Questo commento mi ha colpito in particolar modo, lo rilancio per riaprire un interessantissimo dibattito.
Ci pensavo, no, e mi veniva da pensare che "cultura" ha un campo semantico ormai dilatatissimo: voglio dire, scrivendo, pronunciando o pensando questa parola abbiamo svariati sinonimi da attribuirle. Tutti sbagliati. Ovvero, tutti giusti, laddove se la cultura si fa sottile è autorizzato il suo utilizzo -nominale- pretestuoso e divulgato.

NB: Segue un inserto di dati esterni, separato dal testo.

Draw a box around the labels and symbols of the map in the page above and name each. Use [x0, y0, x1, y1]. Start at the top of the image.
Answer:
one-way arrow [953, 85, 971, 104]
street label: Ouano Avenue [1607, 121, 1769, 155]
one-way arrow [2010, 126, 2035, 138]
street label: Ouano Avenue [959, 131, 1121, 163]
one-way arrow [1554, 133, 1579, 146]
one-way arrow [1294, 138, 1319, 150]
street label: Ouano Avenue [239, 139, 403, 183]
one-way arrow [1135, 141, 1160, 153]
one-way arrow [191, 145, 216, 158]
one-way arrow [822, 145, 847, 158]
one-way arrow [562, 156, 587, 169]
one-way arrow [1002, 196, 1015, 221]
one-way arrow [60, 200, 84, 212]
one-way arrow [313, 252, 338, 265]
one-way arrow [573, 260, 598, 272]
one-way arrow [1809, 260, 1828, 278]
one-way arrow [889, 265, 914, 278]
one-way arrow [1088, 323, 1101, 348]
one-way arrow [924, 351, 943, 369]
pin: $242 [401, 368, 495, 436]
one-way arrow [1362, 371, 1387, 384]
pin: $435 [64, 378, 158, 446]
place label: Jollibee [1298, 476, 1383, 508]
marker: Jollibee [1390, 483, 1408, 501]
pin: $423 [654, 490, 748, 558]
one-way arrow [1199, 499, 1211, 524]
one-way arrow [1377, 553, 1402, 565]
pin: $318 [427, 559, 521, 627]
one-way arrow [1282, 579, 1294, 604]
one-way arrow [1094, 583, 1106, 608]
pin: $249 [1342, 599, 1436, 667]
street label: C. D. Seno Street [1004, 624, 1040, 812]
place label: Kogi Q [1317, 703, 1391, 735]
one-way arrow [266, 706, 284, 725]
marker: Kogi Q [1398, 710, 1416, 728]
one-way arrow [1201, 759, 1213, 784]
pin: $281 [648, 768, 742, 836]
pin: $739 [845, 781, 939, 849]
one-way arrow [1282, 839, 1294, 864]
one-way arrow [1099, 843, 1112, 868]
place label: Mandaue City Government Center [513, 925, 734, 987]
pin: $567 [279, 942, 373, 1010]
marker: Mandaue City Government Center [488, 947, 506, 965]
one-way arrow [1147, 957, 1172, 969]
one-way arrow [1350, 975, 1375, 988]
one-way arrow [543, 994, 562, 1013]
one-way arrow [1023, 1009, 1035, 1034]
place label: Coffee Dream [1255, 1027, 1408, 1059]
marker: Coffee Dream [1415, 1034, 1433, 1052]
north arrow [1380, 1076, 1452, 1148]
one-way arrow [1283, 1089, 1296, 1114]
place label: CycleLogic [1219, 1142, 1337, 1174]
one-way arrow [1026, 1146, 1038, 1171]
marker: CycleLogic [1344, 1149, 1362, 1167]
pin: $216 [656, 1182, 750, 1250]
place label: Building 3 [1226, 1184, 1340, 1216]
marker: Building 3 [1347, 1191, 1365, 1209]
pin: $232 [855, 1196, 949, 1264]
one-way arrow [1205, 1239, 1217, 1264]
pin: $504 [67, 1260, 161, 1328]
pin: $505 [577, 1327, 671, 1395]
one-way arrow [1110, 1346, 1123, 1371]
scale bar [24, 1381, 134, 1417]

Dunque, Orbetello. Cultura è perlopiù sinonimo di archeologia. Etruscologia, sienofilia, ispanografia, qualche saraceno e molti presidios, storia locale (anche qui il senso è dilatatissimo). Le origini, insomma. E il prodotto, che siamo noi: un vuoto di memoria che svuota il centro e lo riempie di adulatori del relax. Qualora l'archologia venisse a mancare, ecco, c'è pronta la biologia. Altro vago e licenzioso sinonimo di culutra. E allora alghe, pesci, meraviglie naturali (dimenticavo: la cultura è anche etologia!), uccelli e quant'altro.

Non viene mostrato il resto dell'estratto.